── Given data

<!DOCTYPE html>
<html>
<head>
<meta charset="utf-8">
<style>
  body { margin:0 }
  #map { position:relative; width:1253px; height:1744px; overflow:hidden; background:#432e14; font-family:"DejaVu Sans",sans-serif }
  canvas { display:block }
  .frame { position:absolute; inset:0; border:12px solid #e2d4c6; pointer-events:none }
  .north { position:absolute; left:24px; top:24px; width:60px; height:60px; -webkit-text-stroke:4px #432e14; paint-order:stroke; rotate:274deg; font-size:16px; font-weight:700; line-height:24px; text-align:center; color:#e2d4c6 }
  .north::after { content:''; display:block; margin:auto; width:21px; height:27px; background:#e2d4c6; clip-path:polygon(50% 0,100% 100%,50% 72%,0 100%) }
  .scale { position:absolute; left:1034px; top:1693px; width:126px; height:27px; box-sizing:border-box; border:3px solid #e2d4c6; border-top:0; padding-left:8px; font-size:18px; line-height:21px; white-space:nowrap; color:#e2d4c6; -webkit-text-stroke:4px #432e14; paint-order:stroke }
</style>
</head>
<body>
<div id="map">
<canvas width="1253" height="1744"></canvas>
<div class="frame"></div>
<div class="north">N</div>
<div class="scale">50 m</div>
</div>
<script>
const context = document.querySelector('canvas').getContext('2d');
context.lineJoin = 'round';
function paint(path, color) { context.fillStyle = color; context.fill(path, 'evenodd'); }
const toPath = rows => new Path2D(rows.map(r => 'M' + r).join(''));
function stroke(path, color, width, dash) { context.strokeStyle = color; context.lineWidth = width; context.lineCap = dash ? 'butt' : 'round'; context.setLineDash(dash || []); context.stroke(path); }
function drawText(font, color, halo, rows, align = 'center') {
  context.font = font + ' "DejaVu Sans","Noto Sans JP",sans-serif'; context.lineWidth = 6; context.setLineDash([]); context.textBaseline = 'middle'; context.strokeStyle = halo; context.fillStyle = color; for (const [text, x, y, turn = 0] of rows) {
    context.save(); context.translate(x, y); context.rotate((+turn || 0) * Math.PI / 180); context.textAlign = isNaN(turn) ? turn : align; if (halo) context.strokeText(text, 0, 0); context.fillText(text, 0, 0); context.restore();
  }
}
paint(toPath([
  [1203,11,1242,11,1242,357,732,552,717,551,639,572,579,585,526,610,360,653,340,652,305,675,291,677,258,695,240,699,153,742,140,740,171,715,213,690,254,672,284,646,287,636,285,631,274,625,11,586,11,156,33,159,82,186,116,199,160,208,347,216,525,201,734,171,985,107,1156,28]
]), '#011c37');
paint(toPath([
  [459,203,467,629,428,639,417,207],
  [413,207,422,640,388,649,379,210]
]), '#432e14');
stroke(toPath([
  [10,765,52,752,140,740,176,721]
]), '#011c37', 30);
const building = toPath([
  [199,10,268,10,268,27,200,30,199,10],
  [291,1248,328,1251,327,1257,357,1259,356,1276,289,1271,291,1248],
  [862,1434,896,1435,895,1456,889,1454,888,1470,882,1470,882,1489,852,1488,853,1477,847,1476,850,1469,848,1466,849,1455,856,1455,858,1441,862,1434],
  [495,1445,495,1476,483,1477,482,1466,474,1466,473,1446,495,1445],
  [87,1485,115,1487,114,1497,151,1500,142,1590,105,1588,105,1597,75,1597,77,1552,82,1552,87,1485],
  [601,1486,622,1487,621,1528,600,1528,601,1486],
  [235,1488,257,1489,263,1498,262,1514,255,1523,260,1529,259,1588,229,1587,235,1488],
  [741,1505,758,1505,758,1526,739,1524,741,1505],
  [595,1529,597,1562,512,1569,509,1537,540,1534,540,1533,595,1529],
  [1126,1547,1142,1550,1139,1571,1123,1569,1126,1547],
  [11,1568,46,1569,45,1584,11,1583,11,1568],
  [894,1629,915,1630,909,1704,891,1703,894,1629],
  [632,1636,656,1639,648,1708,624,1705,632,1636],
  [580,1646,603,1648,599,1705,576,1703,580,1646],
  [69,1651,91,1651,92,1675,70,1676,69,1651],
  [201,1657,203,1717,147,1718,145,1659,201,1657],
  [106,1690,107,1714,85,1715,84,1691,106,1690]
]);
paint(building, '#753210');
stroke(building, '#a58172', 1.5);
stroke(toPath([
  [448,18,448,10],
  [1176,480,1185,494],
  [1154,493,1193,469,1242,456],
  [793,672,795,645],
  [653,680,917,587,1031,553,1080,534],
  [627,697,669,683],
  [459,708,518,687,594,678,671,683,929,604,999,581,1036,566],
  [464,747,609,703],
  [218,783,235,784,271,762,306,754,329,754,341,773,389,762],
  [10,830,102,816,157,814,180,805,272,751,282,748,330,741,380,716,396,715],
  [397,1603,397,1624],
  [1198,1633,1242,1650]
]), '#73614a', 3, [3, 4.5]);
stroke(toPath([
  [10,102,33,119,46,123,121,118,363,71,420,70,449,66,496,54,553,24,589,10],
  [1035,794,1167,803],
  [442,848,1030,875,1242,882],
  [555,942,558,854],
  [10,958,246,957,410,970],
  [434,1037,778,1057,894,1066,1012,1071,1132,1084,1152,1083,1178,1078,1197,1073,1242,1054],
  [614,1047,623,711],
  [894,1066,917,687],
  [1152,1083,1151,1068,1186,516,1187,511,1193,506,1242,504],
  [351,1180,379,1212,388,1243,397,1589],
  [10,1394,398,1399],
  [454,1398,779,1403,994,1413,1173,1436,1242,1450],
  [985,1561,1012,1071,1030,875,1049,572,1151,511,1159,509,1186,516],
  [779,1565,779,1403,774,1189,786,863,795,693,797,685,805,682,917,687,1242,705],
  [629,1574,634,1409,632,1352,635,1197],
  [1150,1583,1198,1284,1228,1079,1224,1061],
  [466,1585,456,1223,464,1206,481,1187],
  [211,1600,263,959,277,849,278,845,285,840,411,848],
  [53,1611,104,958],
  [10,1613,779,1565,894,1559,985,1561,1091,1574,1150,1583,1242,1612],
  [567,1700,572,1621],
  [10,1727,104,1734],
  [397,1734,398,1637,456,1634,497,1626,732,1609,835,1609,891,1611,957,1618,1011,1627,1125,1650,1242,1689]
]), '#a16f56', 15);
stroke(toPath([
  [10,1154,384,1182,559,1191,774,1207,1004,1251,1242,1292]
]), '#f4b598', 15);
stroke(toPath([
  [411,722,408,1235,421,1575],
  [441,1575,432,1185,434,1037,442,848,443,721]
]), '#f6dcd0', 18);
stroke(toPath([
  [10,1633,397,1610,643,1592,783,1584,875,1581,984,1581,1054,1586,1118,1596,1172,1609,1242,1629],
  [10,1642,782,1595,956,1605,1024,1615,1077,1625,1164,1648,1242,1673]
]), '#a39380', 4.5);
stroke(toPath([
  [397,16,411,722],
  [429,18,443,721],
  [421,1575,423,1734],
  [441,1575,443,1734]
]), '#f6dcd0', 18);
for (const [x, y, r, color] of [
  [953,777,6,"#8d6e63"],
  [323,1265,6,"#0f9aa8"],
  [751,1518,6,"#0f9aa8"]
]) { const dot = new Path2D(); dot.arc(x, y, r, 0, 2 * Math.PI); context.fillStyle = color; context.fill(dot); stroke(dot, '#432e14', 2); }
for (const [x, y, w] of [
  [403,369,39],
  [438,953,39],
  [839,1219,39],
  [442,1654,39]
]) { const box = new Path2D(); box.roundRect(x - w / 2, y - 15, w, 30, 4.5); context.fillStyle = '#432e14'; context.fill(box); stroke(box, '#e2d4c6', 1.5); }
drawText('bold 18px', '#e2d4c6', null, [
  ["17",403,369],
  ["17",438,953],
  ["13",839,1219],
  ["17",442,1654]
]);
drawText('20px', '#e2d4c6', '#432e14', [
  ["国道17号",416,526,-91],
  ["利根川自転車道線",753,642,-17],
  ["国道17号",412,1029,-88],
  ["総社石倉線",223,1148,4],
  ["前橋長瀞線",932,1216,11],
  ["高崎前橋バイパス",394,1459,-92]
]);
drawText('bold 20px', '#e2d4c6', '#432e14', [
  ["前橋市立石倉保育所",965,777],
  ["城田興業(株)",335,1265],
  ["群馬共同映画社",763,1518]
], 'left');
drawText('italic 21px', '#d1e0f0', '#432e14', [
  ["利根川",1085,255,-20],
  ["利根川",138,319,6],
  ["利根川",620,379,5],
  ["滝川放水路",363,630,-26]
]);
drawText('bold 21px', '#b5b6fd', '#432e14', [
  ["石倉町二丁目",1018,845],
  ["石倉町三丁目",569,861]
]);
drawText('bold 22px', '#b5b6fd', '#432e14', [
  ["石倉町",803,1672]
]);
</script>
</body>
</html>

────
── Given data

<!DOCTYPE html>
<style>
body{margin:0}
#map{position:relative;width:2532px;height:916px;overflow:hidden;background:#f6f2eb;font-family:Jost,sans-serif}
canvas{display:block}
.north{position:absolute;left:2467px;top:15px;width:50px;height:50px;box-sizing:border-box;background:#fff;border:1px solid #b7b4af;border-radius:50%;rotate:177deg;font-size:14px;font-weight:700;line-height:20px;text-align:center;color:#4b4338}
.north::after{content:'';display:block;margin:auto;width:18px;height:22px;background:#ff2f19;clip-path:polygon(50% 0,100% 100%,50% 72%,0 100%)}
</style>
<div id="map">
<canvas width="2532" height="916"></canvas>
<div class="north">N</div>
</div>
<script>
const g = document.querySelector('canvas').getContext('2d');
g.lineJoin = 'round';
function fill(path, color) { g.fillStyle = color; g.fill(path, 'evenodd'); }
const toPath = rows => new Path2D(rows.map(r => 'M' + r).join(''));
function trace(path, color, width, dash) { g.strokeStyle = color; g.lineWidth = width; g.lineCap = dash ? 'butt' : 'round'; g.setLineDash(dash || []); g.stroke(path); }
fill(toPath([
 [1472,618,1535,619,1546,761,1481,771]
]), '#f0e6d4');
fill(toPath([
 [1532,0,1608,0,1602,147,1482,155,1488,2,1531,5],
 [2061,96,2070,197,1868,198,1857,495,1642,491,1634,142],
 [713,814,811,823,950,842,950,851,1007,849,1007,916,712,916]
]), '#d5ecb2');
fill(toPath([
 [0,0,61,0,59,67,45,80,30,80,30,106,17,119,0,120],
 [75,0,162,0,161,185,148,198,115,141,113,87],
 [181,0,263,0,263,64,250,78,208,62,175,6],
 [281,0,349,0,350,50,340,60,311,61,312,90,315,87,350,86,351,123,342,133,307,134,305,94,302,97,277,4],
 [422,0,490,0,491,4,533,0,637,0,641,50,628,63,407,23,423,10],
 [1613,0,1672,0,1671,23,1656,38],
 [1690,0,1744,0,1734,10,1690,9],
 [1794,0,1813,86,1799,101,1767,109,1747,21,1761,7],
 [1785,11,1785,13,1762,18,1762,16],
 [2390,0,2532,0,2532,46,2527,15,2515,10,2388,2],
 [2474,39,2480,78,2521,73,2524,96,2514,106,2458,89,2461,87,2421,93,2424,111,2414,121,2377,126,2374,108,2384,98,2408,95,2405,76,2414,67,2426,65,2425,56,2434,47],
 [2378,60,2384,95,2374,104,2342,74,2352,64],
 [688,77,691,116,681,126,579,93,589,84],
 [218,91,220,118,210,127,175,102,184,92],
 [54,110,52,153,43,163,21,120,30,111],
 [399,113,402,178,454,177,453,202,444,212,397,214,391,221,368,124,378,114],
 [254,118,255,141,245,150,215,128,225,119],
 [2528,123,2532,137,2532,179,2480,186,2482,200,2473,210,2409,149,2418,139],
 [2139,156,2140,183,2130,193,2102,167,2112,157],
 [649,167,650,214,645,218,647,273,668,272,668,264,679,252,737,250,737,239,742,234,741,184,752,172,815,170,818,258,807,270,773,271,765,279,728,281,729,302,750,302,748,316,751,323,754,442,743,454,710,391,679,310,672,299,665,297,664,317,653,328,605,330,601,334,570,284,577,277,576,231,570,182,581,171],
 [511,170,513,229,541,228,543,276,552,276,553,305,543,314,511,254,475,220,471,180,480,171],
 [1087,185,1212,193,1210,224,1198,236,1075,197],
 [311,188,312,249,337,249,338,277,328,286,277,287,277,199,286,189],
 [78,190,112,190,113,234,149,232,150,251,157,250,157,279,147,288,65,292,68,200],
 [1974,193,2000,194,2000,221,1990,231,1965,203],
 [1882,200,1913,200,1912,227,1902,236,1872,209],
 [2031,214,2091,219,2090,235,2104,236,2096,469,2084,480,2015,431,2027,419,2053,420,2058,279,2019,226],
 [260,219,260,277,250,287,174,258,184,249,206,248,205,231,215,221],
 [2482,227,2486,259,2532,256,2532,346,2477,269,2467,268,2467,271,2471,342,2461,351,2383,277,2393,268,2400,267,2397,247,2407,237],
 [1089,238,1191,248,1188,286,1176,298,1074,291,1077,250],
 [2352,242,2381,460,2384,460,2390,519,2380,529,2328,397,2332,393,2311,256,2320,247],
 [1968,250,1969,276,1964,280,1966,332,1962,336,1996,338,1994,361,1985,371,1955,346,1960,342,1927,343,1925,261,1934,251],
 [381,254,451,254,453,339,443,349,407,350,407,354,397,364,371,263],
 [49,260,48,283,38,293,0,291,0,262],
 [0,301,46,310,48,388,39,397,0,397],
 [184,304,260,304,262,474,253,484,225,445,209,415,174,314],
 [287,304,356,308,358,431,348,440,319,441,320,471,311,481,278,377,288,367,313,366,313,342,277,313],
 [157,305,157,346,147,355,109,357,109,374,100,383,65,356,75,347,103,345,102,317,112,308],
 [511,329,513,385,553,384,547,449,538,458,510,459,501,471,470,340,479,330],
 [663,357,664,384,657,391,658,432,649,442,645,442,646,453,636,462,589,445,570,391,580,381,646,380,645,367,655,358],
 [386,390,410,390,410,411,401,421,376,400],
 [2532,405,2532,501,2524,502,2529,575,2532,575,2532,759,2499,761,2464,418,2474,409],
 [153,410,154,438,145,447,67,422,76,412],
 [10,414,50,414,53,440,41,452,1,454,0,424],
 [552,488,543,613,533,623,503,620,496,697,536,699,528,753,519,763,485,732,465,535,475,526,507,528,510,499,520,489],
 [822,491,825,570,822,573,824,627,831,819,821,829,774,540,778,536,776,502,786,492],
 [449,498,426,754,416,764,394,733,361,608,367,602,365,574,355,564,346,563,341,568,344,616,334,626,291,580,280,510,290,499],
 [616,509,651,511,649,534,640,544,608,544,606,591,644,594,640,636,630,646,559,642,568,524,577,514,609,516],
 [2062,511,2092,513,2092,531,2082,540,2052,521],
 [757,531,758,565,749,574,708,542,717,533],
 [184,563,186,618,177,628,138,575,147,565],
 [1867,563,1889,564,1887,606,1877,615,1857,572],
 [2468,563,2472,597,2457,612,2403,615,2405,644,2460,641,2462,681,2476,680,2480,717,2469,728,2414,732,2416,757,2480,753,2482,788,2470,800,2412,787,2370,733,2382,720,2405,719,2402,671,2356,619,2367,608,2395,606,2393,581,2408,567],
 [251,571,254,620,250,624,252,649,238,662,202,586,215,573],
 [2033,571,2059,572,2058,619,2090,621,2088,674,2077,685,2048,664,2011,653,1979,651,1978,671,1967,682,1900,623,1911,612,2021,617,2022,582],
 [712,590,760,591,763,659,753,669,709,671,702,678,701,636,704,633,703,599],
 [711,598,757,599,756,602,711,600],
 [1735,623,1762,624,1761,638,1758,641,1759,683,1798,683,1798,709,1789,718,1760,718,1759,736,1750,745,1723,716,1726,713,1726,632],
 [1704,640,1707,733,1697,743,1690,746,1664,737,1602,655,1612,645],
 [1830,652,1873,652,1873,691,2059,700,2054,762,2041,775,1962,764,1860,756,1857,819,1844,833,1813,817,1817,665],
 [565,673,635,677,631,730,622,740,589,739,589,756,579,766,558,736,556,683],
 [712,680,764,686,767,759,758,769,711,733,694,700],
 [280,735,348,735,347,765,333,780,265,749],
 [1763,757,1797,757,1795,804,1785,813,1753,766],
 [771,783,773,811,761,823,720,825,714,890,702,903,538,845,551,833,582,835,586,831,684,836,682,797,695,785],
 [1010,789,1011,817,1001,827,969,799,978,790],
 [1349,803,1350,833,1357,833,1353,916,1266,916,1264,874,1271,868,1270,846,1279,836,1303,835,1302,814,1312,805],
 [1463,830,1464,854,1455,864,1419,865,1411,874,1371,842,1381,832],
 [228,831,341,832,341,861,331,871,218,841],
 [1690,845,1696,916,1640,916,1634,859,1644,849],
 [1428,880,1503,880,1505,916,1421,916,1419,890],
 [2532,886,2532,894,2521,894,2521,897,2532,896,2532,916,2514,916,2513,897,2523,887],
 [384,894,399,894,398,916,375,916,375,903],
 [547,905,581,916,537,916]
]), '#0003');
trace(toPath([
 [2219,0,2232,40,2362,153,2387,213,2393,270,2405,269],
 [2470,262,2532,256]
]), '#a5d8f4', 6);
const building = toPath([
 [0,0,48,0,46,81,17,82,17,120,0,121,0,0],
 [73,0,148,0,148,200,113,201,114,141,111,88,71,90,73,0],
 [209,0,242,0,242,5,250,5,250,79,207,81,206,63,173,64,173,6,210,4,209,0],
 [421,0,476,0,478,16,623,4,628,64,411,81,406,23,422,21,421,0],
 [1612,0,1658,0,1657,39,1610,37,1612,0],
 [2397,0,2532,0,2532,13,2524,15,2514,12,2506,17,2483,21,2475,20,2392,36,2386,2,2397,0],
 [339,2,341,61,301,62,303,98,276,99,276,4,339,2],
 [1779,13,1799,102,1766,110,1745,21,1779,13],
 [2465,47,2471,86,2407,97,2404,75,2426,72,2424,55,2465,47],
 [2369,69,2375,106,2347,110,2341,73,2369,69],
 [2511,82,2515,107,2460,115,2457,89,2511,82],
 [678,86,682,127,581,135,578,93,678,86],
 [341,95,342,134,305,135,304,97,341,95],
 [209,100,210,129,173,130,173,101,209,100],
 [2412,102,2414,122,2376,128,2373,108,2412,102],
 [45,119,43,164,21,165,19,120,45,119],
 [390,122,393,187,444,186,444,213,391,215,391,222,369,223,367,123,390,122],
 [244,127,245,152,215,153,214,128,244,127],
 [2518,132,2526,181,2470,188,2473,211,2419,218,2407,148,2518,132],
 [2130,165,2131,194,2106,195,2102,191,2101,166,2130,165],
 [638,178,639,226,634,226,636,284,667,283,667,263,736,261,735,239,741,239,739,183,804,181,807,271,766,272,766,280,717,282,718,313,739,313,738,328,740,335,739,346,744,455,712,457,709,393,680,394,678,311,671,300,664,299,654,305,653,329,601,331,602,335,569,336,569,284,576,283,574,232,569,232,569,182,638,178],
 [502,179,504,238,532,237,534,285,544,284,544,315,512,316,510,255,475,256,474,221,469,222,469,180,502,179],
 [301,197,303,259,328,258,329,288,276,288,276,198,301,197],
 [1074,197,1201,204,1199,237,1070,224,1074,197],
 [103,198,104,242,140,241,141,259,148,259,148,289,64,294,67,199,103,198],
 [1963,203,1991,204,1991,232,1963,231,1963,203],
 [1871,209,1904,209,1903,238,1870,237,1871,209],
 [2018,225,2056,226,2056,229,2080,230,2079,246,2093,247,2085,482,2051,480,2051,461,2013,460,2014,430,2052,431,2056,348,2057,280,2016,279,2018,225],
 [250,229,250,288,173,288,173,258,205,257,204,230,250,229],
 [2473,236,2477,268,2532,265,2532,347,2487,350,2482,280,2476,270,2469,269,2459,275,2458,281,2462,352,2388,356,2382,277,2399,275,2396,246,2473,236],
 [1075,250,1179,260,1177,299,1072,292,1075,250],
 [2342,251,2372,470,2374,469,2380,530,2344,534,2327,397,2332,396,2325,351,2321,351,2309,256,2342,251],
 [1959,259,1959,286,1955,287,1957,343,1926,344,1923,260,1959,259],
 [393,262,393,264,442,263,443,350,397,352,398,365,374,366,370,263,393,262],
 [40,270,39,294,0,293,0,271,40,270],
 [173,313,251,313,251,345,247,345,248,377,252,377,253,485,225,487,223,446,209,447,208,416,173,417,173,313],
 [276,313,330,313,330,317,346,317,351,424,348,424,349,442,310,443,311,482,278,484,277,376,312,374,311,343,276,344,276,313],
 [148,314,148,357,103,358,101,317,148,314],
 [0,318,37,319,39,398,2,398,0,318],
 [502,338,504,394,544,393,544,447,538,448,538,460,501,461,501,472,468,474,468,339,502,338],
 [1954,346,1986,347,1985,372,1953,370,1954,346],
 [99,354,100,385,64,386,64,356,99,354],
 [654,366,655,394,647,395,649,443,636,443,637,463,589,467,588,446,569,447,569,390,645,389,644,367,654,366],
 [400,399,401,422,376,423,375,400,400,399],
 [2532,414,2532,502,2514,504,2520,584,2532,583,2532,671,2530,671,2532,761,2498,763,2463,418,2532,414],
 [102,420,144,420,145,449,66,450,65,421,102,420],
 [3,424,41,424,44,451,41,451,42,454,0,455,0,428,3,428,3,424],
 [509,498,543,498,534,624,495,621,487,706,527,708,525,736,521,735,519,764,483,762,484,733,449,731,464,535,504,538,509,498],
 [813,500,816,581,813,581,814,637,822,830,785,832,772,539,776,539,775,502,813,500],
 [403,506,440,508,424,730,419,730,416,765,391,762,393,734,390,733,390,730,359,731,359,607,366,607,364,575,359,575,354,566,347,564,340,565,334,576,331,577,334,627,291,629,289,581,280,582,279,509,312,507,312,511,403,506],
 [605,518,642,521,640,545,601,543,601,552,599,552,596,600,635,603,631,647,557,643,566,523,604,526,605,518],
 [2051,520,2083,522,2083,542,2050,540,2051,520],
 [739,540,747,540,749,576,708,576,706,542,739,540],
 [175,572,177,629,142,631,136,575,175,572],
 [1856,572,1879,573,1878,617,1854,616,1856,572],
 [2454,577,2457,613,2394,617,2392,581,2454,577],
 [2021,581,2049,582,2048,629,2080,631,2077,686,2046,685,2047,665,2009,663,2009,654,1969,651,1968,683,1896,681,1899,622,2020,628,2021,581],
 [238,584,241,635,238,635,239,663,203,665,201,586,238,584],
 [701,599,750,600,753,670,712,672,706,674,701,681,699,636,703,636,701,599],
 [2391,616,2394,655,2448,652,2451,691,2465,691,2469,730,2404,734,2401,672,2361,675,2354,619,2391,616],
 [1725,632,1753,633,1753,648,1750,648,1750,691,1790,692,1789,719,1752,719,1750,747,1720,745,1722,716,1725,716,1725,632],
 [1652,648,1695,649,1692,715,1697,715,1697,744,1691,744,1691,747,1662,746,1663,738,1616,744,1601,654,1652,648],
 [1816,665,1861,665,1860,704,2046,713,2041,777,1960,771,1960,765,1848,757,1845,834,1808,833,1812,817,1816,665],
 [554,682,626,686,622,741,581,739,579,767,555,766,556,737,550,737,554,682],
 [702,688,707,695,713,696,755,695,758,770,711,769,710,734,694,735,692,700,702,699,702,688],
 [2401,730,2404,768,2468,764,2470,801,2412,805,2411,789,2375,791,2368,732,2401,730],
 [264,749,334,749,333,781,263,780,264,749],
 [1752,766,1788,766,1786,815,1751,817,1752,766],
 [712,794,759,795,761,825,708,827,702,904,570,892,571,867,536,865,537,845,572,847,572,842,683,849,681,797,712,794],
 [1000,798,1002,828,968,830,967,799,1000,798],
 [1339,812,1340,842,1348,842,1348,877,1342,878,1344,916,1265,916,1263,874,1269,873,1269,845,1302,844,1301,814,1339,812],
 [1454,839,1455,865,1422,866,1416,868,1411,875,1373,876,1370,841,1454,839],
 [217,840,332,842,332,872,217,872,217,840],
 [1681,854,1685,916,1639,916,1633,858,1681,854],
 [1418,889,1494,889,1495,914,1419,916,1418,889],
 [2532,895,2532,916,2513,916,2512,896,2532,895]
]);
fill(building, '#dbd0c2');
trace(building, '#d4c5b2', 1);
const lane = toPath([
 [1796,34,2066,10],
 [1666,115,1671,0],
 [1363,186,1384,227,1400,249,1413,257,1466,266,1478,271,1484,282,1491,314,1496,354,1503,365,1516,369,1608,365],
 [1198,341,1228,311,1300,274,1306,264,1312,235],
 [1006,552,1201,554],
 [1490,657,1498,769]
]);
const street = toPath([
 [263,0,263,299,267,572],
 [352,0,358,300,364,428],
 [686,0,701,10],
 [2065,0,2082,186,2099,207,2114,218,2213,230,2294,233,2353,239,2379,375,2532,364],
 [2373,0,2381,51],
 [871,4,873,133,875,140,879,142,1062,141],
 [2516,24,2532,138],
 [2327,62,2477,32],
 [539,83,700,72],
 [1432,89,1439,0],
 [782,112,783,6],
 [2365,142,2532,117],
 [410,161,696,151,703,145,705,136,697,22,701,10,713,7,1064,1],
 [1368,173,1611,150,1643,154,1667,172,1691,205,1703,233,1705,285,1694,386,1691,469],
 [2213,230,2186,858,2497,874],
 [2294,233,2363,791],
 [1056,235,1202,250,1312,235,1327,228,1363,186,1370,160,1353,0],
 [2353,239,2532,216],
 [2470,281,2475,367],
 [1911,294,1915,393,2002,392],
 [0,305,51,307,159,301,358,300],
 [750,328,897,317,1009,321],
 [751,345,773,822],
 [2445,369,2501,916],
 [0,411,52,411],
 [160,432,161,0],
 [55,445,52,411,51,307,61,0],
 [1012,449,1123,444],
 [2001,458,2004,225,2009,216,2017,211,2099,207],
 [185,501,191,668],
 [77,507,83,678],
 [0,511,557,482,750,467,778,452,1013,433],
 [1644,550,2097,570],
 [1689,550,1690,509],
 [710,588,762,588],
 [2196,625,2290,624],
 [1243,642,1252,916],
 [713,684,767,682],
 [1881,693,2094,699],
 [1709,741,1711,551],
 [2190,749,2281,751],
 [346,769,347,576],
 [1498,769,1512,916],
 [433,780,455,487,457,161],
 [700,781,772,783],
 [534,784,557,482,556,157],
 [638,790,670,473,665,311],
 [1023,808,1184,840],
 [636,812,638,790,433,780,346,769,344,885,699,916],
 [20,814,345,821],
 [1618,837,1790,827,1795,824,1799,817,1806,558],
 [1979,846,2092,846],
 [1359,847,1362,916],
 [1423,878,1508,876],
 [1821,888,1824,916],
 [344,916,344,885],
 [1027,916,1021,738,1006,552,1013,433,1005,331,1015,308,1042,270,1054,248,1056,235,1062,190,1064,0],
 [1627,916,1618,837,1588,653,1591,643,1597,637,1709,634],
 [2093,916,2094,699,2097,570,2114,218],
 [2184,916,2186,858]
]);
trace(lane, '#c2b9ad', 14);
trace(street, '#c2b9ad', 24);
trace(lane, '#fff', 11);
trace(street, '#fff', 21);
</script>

────

**Description of the task**
Working from the entries above, return all lines that contain "halo".

**Exercise response**
function drawText(font, color, halo, rows, align = 'center') {
  context.font = font + ' "DejaVu Sans","Noto Sans JP",sans-serif'; context.lineWidth = 6; context.setLineDash([]); context.textBaseline = 'middle'; context.strokeStyle = halo; context.fillStyle = color; for (const [text, x, y, turn = 0] of rows) {
    context.save(); context.translate(x, y); context.rotate((+turn || 0) * Math.PI / 180); context.textAlign = isNaN(turn) ? turn : align; if (halo) context.strokeText(text, 0, 0); context.fillText(text, 0, 0); context.restore();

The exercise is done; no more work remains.